When a line in the listing contains the string "Linvux", pick it out and copy it.

Extracted information:
----
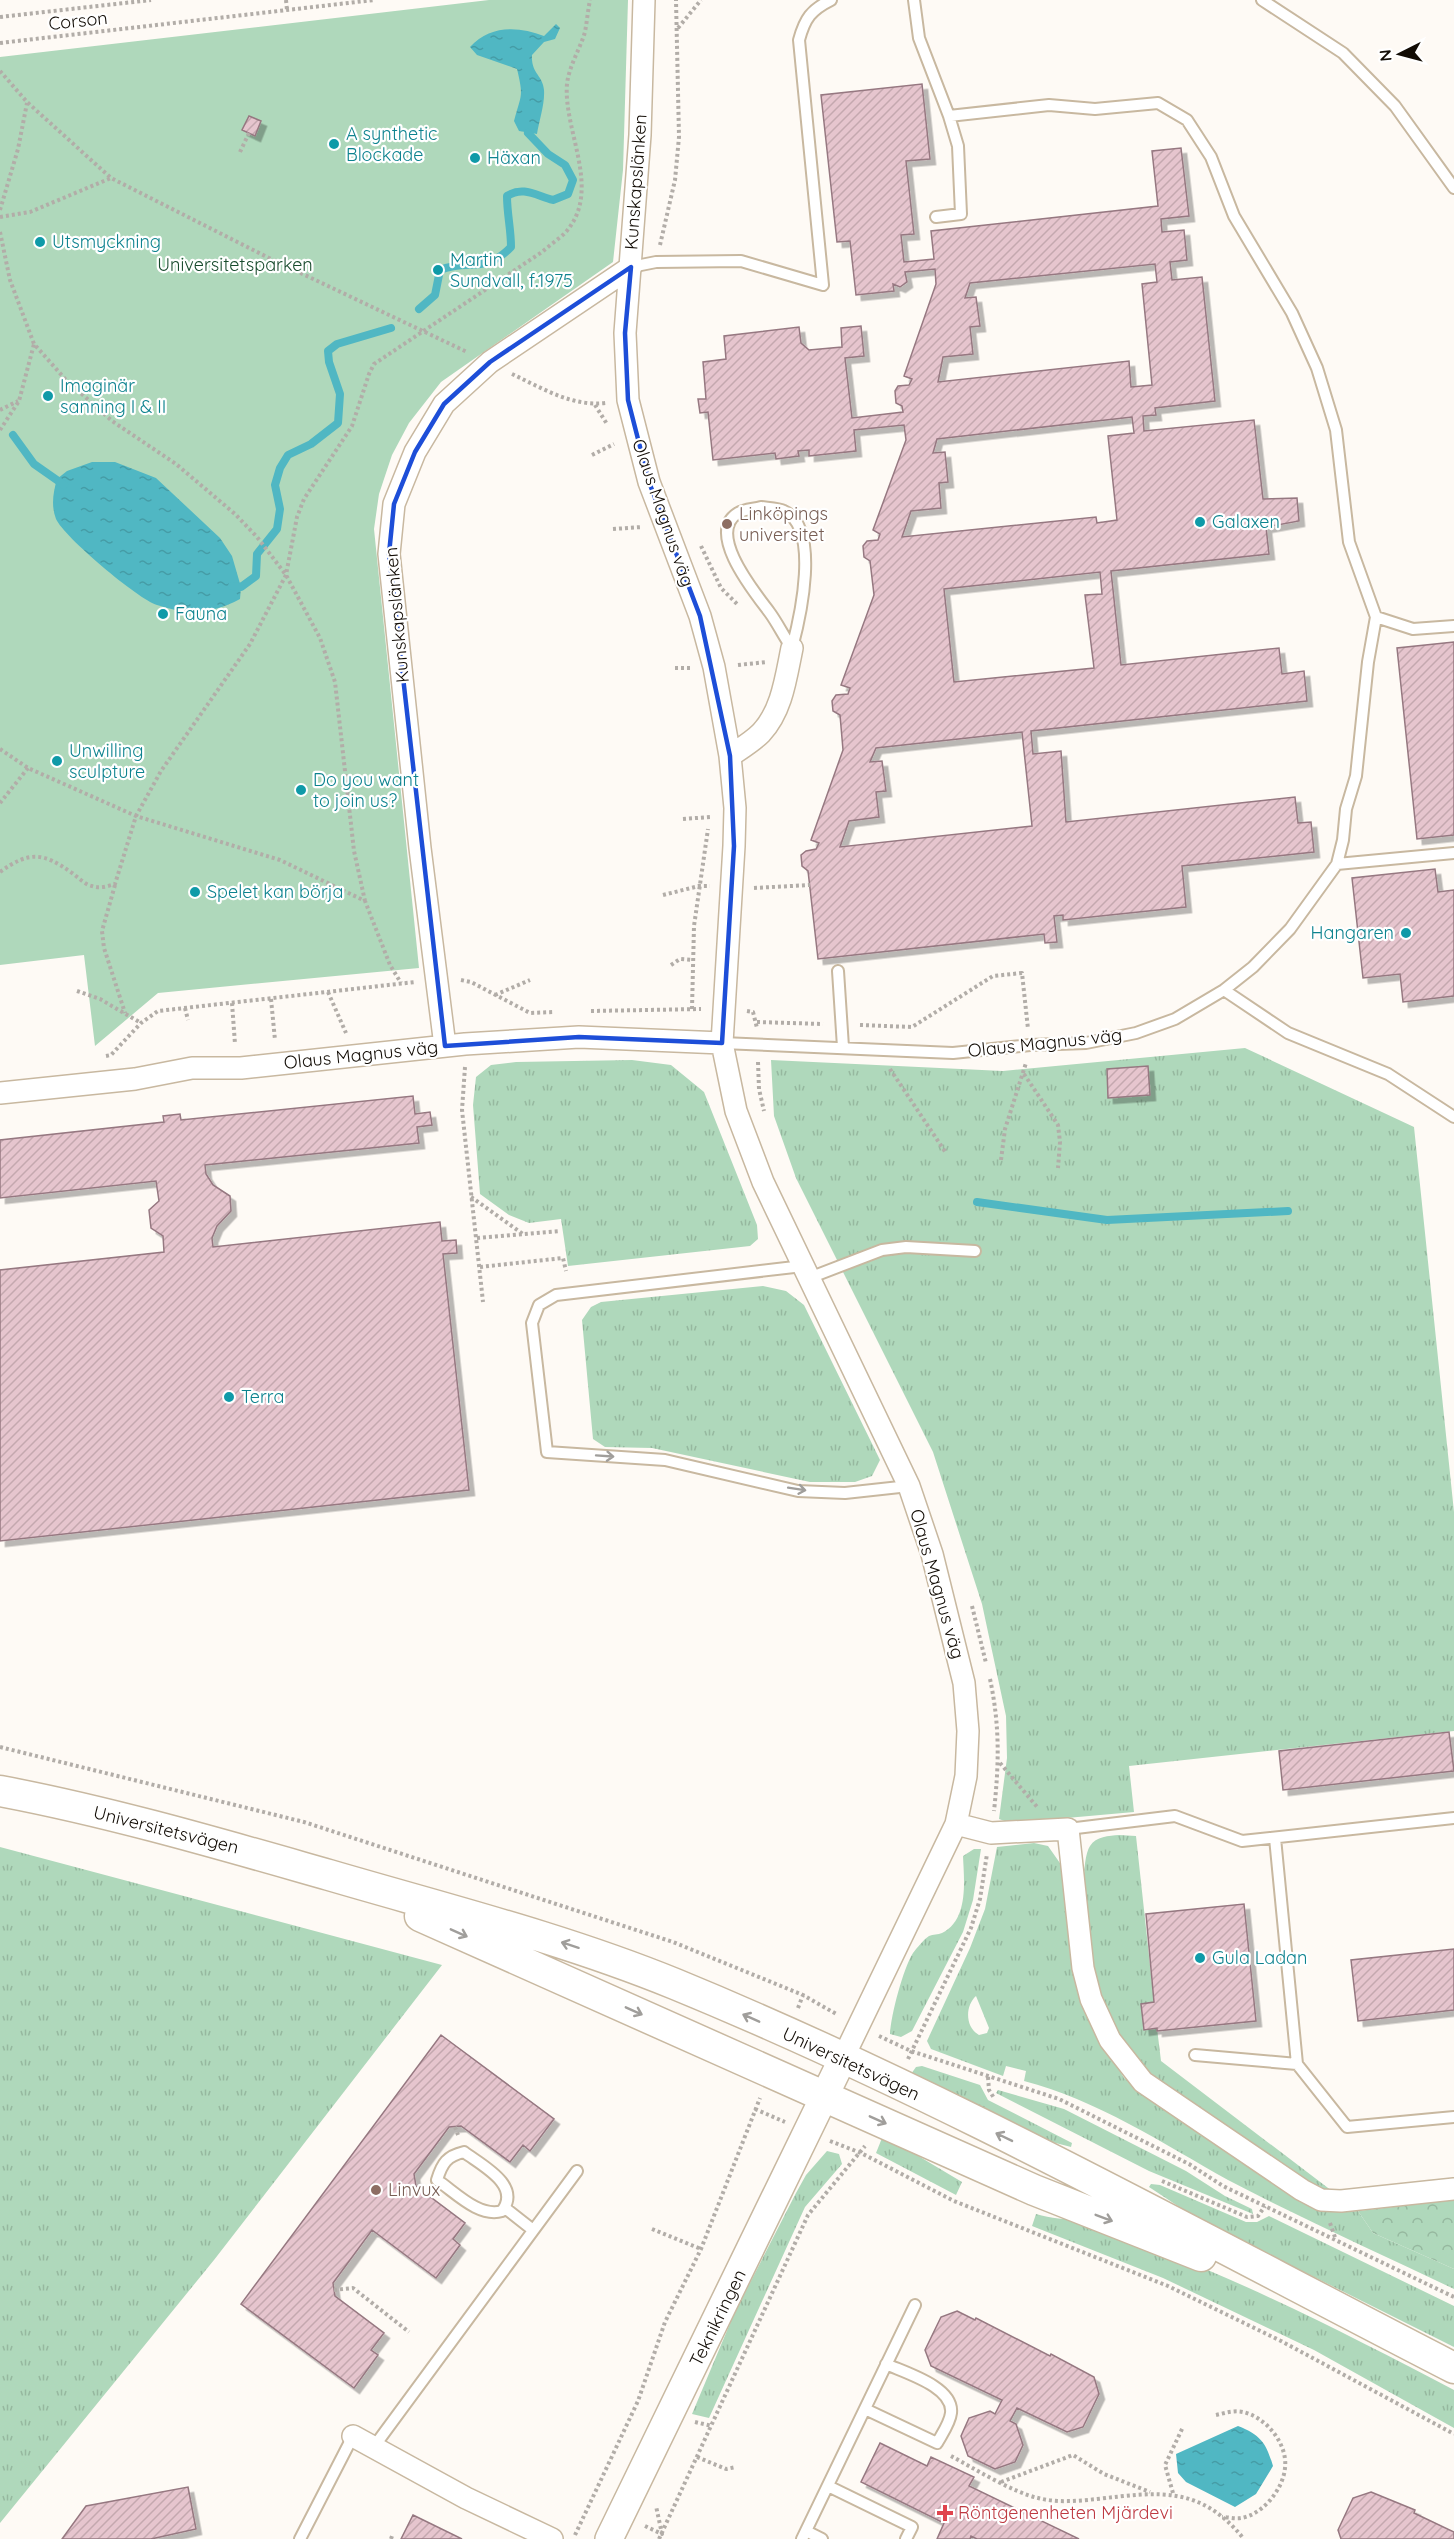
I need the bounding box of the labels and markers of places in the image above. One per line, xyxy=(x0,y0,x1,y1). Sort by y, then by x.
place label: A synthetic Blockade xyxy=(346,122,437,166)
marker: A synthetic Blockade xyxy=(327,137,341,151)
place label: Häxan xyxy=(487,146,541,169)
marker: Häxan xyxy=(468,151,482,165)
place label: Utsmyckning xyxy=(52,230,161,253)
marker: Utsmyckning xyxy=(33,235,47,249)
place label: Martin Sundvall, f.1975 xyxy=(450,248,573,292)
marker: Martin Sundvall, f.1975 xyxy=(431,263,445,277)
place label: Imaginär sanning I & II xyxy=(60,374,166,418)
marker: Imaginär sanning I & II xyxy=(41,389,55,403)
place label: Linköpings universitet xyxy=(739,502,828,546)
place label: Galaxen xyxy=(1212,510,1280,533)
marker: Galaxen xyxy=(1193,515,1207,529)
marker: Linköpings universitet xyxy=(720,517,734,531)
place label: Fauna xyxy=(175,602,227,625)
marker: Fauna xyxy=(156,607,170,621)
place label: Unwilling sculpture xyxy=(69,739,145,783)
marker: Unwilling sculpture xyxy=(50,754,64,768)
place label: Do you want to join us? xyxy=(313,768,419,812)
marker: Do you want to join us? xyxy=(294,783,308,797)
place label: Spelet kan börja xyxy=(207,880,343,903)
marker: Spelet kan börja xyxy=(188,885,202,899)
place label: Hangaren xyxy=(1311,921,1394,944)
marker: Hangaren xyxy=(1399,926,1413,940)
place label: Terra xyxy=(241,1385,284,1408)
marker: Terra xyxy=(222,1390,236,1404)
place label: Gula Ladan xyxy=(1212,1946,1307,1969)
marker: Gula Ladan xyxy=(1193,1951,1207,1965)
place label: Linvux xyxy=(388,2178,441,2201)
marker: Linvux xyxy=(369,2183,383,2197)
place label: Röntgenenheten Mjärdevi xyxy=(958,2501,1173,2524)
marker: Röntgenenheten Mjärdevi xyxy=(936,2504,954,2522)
----
Your response:
place label: Linvux xyxy=(388,2178,441,2201)
marker: Linvux xyxy=(369,2183,383,2197)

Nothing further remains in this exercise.